Finau's cousin, Ofu Michelle Maiava, said he was like a brother to her, and had provided crucial support during a time of grief.
She said he was heavily involved with a Samoan Methodist church, where he had taught Sunday school classes.
A retired schoolteacher and former Queanbeyan Whites president, Phillip Hawke, told the court Finau often helped newly arrived Pacific Islanders find a sense of belonging in the rugby club.
Mr Hawke said he had read Chief Justice Helen Murrell's judgment following Finau's judge-alone trial, and "it's not the person I know".
Finau's barrister, Margaret Jones, said these character references showed the significant support around Finau and his "excellent" prospects for rehabilitation.
She said the court should find Finau's crime was opportunistic rather than premeditated.
Ms Jones urged Chief Justice Murrell to consider imposing an intensive correction order, which is a jail sentence served in the community.
But Crown prosecutor Patrick Dixon pushed for full-time imprisonment, saying there was "nothing exceptional" about a person who worked, went to church, played rugby, and had a family.
He said the people attesting to Finau's character were "silent as to the way he deals with females behind closed doors".
Mr Dixon said the victim was entitled to feel safe in her home, but Finau took that away by using his superior strength to rape her in a violent and serious crime that involved some level of premeditation.
Chief Justice Murrell found there was no evidence of premeditated rape, but said it seemed as though Finau had hoped to have consensual sex before going ahead without the victim's consent.
The judge noted that Finau continued to claim the sex was consensual, saying Finau had no doubt found it difficult to accept "his dramatic fall from grace".
She said Finau was "of otherwise impeccable character", and agreed with Ms Jones about his prospects for rehabilitation.

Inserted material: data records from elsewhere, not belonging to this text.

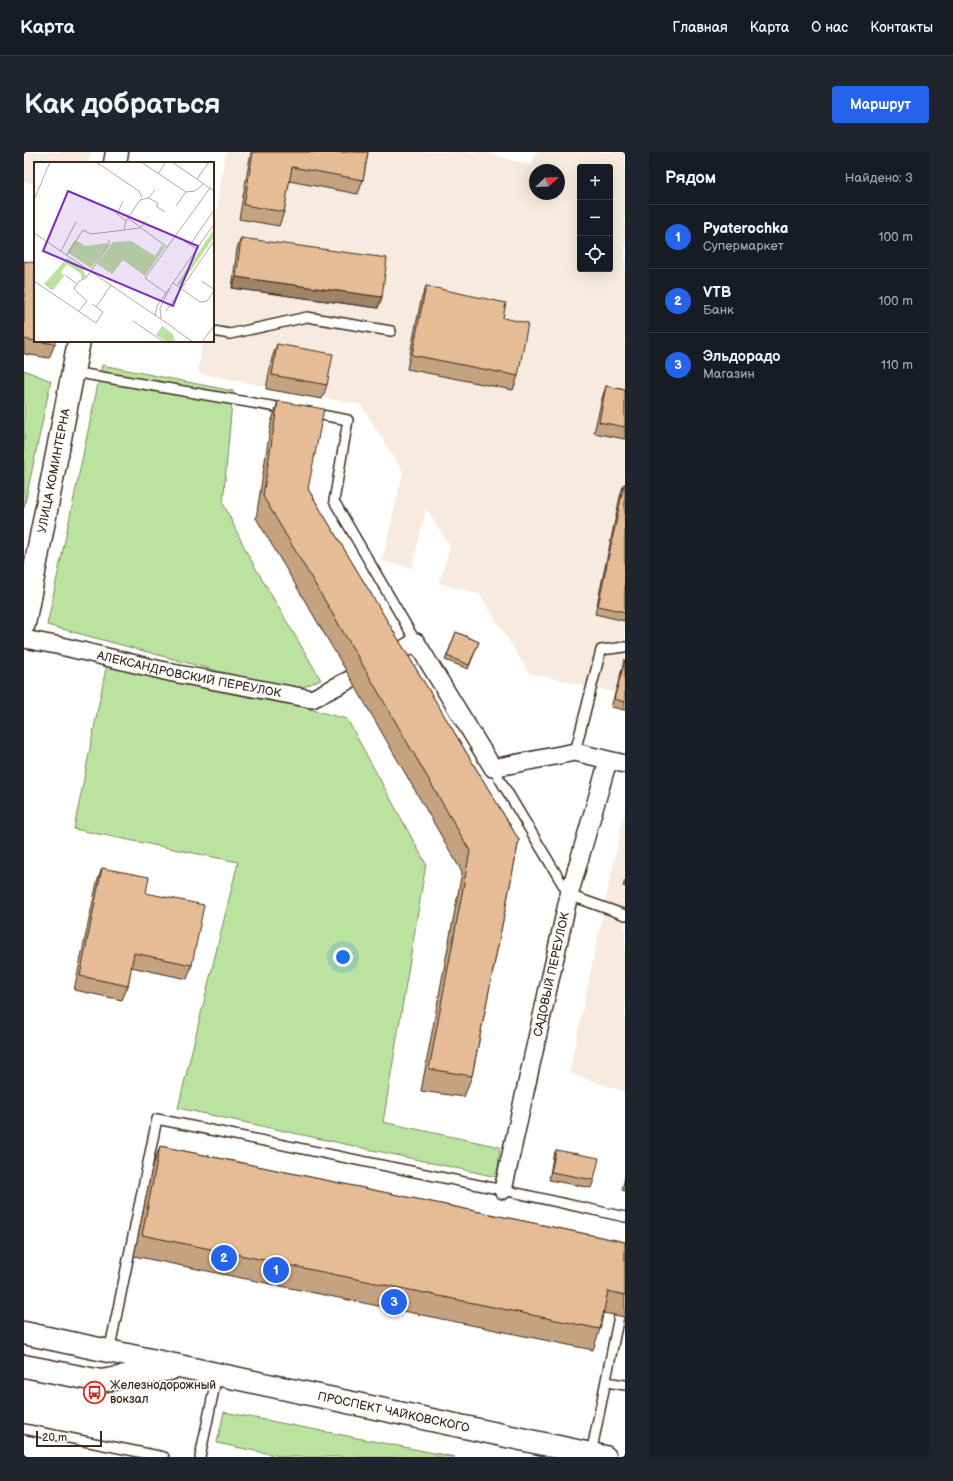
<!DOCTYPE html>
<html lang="ru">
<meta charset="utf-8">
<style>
:root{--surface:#171b24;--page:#20242c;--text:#f1f3f6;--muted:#9ea1a6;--line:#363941;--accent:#2563eb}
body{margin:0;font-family:"Balsamiq Sans",sans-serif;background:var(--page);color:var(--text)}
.controls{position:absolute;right:12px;top:12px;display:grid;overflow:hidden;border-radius:4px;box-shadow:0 4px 16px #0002}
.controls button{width:36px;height:36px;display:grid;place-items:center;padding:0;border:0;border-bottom:1px solid var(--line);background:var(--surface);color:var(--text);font:20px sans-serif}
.compass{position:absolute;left:505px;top:12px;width:36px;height:36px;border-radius:50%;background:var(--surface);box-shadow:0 4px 16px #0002;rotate:67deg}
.scale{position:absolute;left:12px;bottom:10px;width:66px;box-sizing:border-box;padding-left:4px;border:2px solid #3b2a1e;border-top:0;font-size:11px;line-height:14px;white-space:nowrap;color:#3b2a1e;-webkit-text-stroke:3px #fff;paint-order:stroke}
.you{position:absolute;left:319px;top:805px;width:14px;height:14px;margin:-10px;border:3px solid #fff;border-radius:50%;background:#1a73e8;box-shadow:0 0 0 6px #1a73e833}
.badge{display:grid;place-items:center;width:26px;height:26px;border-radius:50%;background:var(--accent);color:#fff;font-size:13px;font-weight:700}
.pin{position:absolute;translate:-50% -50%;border:2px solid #fff;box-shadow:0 1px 4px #0006}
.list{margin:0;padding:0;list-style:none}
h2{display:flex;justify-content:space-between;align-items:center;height:52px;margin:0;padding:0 16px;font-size:17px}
h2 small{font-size:13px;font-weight:400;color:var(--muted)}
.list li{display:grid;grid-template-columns:26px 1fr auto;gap:12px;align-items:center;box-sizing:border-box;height:64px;padding:0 16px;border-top:1px solid var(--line)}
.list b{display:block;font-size:15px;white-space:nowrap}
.list p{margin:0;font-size:13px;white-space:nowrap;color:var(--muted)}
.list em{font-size:13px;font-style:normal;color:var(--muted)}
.icon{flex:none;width:22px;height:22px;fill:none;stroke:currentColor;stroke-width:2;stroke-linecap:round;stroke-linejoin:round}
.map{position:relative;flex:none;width:601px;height:1305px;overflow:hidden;border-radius:4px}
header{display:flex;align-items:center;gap:24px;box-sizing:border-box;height:56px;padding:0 20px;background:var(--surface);border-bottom:1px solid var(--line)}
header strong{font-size:19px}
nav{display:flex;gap:22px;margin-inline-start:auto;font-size:14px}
.intro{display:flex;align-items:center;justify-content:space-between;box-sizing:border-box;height:96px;padding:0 24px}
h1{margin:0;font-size:28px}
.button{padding:10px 18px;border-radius:4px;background:var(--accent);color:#fff;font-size:14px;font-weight:700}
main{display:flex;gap:24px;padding:0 24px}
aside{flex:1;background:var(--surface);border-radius:4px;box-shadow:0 4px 16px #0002}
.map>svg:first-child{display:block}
</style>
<header>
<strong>Карта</strong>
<nav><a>Главная</a><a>Карта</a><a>О нас</a><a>Контакты</a></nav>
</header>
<div class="intro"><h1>Как добраться</h1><a class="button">Маршрут</a></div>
<main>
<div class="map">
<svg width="601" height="1305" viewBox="0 0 601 1305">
<rect width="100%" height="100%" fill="#fff"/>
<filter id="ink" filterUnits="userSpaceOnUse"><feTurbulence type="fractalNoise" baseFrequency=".025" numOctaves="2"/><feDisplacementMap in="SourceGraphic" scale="8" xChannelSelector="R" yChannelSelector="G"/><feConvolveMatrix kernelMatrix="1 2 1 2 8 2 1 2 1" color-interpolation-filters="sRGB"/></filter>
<g filter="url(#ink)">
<path fill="#f7ebdf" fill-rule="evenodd" d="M0 0H67L64 11H11V32L0 30Z
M202 0H460L507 13 512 0H601V543L505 521 455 441 454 442 415 431 426 394 402 357 388 416 358 409 379 320 337 253 174 221 178 189H189V92L196 29ZM556 15H586V117H556ZM511 18H535V42H511Z
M601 657V940L545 921Z"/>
<path fill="#bbe39f" stroke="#7b865e" d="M78 213 209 239 199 351 224 403 297 528 268 539 23 473Z
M0 218 27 229 0 356Z
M83 511 213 538 323 567 402 712 359 970 476 995 473 1025 154 956 214 710 50 677Z
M200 1260 431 1305H260L193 1291Z"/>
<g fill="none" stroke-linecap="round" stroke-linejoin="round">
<defs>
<path id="service" d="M189 179 206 182 283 165 367 179
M49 220 264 257
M287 261 324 268 310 349 392 490
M551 600 577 498 601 495
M469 616 545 743 601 763
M85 1200 133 967 479 1038 601 1065
M582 1230 601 1233
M0 1277 140 1305
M567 1302 595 1164
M176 1305 193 1223"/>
<g id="minor">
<path id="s1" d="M0 487 37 494 149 521 288 547 327 527"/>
<path d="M364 506 392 490 469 616 551 600 601 612"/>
<path id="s2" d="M479 1038 545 743 584 609"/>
</g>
<g id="secondary">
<path d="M91 11 93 0"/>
<path id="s3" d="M0 472 55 189"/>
</g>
<g id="primary">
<path id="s4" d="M0 1181 581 1305"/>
<path d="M0 1214 77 1229 146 1217"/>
</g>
</defs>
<use href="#service" stroke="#3b2a1e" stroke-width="12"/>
<use href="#minor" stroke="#3b2a1e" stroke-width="20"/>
<use href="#secondary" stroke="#3b2a1e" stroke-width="25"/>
<use href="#primary" stroke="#3b2a1e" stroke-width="25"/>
<use href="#service" stroke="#fff" stroke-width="9"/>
<use href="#minor" stroke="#fff" stroke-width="17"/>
<use href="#secondary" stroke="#fff" stroke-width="22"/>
<use href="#primary" stroke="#fff" stroke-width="22"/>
</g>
<path fill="#c5a280" stroke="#3b2a1e" d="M227 0H344L339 28 334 42 265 29 260 60 255 74 215 67Z
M217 86 358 145 354 156 208 136 213 97Z
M0 109 31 192 25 206 0 202Z
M402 134 479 166 494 224 489 238 383 217 397 148Z
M253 192 303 233 298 247 242 237 248 206Z
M582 234 601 238V287L570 281 578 246Z
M254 249 284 337 495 688 448 924 440 945 397 939 438 720 327 527 232 366 247 271Z
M600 332H601V469L571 462 597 340Z
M432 480 455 490 444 517 421 508Z
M601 507V558L587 555Z
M78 716 122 741 168 813 163 827 107 815 104 834 98 848 50 838 73 730Z
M601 729V735L599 734Z
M136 994 601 1090V1165L579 1161 576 1177 569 1198 110 1104 128 1016Z
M532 998 570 1028 567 1036 525 1028 529 1005Z
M601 1025V1039L598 1038Z"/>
<path fill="#a08468" stroke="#3b2a1e" d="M212 125 358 145 354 156 208 136Z"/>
<path fill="#e5bc95" stroke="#3b2a1e" d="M229 0H344L339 28 268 15 260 60 220 53Z
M217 86 363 106 358 145 212 125Z
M0 109 11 111V189L0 187Z
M402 134 482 151 479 166 504 171 494 224 388 203Z
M12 189H31V192Z
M253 192 309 202 303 233 248 223Z
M582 234 601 238V275L575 270Z
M254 249 300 257 284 337 495 688 448 924 405 917 446 699 334 505 239 344Z
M600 332H601V460L574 454Z
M432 480 455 490 445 513 423 504Z
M601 508V550L590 547Z
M78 716 125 725 122 741 180 753 168 813 110 801 104 834 56 824Z
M136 994 601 1090V1143L584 1139 576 1177 118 1083Z
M532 998 575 1006 570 1028 527 1020Z"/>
</g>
<defs>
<symbol id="bus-ring" viewBox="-11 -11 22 22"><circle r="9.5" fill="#fff" stroke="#c8321e" stroke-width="1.5"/><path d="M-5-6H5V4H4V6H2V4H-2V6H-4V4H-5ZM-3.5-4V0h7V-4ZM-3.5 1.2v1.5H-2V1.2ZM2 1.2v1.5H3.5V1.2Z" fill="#c8321e"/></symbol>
</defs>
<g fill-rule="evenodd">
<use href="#bus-ring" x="58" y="1228" width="25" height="25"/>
</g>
<g text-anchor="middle" stroke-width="3.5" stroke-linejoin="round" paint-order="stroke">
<g font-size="12" fill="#3b2a1e" stroke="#fff">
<text dy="4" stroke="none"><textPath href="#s3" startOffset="156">УЛИЦА КОМИНТЕРНА</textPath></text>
<text dy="4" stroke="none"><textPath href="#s1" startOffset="169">АЛЕКСАНДРОВСКИЙ ПЕРЕУЛОК</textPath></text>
<text dy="4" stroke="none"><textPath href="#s2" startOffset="221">САДОВЫЙ ПЕРЕУЛОК</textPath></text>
<text dy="4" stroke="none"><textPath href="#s4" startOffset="378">ПРОСПЕКТ ЧАЙКОВСКОГО</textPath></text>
</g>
<g font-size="12" fill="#3b2a1e" stroke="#fff" text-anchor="start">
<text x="86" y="1237">Железнодорожный<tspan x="86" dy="14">вокзал</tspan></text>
</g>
</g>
<g transform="translate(10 10)">
<rect width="180" height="180" fill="#fff"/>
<path d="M180 67V75L146 124 143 122ZM41 78 52 84 74 81V85L57 106 33 90ZM97 79 121 94 128 83 131 85 111 114 89 98 78 112 63 102 79 80ZM33 96 49 107 52 115 47 117V112L33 102 27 110 30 114 19 128 16 127 10 122ZM128 164 139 172 141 180H133L122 173Z" fill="#bbe39f"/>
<path fill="none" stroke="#b1aaa5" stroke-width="1" d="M62 0 105 29 108 36M107 0 152 30 161 29 169 22M138 0 180 29M124 12 132 0M163 17 175 0M114 36 124 41 122 44 131 50M0 38 16 0M89 39 83 52 92 59M142 44 152 30M94 56 133 85M90 68 92 59 106 38 114 36 121 28M0 71 140 166M150 79 163 87M156 83 180 48M27 89 42 60M33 93 49 68 57 72 74 70 106 66 112 59M31 113 43 122M0 119 62 161 69 150 58 142M167 119 180 127M139 121 166 140 173 139 180 129M132 131 111 116 176 26M62 145 77 123M45 149 53 139 40 127 45 119 52 116 75 83V78M132 149 180 79M121 155 123 144 180 62M127 157 126 146 136 126M99 159 130 180M139 166 159 180M168 180 180 164"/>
<path fill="#7b2cbf" fill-opacity="0.15" stroke="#7b2cbf" stroke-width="2" d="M34 29 164 84 139 144 9 89Z"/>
<rect width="180" height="180" fill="none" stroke="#3b2a1e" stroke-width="2"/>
</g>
</svg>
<div class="controls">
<button>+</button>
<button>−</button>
<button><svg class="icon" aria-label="locate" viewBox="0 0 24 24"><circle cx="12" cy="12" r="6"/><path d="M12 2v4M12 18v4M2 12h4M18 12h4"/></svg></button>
</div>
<svg class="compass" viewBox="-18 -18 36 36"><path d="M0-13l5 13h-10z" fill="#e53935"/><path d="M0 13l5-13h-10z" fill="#9ea1a6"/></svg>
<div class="scale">20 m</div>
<div class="you"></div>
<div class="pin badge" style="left:252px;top:1118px">1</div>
<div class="pin badge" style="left:200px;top:1106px">2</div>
<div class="pin badge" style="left:370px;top:1150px">3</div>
</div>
<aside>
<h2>Рядом<small>Найдено: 3</small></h2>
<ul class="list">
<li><span class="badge">1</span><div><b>Pyaterochka</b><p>Супермаркет</p></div><em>100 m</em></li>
<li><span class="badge">2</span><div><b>VTB</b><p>Банк</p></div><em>100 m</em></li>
<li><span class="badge">3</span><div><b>Эльдорадо</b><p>Магазин</p></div><em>110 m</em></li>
</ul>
</aside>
</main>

Chief Justice Murrell found an intensive correction order would not recognise the seriousness of the crime, but a partially suspended jail sentence was appropriate considering factors like the impact of COVID-19 restrictions on the rights of prisoners.
She jailed Finau for two-and-a-half years, but ordered that the sentence be suspended and a good behaviour order imposed after Finau has served nine months behind bars.
Having already served one month, Finau will be released in March 2021.